The Oklahoma Medical Research Foundation has received two grants from the National Institutes of Health totaling $3.6 million.
The federal funding will support investigations into cellular mutations linked to rare skeletal diseases and vessel function. Both grants were awarded to scientists in OMRF’s Cardiovascular Biology Research Program.
The National Institute of Arthritis and Musculoskeletal and Skin Diseases has awarded OMRF scientist Lorin Olson, Ph.D., a five-year, $1.9 million grant to study mutations that cause defects in skeletal growth.

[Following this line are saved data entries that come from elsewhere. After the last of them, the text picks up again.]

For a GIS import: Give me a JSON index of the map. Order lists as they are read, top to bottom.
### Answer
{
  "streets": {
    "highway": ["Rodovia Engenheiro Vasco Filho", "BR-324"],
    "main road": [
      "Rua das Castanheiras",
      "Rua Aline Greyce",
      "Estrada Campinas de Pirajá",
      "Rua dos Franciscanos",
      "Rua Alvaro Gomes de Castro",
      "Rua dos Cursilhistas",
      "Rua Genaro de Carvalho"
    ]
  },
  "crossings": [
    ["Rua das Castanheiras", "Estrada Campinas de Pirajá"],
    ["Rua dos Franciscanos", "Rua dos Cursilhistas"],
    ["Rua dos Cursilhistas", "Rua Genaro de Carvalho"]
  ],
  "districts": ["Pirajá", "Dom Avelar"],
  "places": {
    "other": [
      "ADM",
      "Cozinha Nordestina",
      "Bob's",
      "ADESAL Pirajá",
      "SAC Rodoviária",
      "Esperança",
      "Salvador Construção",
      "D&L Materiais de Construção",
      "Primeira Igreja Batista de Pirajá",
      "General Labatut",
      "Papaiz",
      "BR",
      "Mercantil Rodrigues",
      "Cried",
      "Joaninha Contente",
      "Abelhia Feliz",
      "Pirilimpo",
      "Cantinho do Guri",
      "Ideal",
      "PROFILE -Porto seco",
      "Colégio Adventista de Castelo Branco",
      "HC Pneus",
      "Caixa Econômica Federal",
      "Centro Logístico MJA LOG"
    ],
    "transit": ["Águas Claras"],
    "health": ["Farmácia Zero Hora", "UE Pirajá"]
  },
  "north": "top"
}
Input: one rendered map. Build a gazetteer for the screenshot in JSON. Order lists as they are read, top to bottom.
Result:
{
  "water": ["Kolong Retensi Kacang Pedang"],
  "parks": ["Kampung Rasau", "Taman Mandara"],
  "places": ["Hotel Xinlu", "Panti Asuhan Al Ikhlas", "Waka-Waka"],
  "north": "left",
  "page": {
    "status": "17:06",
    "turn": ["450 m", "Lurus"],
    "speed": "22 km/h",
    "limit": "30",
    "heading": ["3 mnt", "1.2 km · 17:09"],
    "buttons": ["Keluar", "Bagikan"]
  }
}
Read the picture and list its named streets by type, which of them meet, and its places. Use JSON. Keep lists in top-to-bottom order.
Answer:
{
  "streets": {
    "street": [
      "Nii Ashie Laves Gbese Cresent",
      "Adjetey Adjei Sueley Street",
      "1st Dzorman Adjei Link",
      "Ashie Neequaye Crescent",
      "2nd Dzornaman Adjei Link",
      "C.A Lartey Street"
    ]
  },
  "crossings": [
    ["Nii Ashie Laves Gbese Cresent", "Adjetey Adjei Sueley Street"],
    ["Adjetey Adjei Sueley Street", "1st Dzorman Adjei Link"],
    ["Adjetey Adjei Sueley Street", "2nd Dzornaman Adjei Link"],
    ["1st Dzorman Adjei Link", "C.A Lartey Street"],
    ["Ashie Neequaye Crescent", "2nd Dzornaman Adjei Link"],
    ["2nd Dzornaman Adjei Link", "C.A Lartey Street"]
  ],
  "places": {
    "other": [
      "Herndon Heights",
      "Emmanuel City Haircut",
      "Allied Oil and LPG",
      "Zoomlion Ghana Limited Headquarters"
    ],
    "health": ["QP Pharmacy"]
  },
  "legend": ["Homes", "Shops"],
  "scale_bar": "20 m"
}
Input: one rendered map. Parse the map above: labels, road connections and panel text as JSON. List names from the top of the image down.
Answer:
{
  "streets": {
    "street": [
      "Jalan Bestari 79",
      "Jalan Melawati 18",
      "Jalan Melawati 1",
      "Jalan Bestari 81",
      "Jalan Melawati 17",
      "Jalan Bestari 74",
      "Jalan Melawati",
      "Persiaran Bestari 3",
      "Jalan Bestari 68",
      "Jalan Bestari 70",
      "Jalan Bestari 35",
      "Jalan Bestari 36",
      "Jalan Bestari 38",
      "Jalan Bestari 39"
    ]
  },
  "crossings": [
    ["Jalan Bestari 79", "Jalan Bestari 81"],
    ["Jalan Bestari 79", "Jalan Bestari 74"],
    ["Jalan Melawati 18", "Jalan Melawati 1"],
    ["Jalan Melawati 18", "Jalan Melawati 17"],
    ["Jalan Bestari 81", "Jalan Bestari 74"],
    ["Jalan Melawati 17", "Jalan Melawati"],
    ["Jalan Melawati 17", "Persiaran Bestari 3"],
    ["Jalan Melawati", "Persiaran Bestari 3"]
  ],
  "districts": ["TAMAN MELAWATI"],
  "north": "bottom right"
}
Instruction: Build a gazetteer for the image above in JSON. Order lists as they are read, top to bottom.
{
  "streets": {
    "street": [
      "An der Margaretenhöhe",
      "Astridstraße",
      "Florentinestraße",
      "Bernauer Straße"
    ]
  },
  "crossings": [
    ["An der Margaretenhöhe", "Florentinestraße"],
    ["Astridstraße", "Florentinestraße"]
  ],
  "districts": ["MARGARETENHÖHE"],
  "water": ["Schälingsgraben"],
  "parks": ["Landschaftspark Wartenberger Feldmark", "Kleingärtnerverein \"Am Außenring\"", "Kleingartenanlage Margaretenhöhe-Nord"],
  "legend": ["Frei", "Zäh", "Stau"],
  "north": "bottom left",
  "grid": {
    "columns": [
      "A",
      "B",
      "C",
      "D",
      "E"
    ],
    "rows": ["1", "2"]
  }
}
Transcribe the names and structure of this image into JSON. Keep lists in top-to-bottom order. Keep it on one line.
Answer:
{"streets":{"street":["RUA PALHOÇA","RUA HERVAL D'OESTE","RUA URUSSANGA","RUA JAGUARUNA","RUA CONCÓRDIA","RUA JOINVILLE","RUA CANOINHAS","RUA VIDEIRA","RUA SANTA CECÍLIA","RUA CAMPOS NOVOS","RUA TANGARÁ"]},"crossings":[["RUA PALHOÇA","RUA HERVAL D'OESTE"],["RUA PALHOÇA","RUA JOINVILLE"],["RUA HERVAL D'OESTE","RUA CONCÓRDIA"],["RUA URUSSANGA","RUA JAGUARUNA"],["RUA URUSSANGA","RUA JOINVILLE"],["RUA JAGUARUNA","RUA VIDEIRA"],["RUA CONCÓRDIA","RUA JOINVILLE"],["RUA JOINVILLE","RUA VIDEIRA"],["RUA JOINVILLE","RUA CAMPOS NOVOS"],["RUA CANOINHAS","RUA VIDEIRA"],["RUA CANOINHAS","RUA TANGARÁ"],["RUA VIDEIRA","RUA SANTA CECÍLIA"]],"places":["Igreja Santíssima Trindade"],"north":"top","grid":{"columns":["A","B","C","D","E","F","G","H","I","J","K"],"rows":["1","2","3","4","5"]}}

Olson is specifically looking at cellular mutations in two rare skeletal conditions: Penttinen syndrome and Kosaki overgrowth syndrome. Both diseases have fewer than 10 known cases globally. Although the mutations are different in each disease, both can be traced to one specific gene, a protein called PDGF receptor beta.
“When they find several people with a new disease and they all have the same mutation, that’s a pretty good correlation to suggest that the mutation causes the disease,” said Olson. “But it isn’t proof.”
Olson’s lab hopes to confirm this over the next five years and will conduct experiments to see what this particular mutation does and its consequences.
“We need to learn why these mutations occur, prove that they lead to these diseases and understand how they do what they do,” he said. “In humans, the mutations occur in every cell in the body, so you don’t know where to identify the original culprit. We can test this to zero in on the causes.”
Olson joined OMRF in 2010 from the Mt. Sinai School of Medicine in New York.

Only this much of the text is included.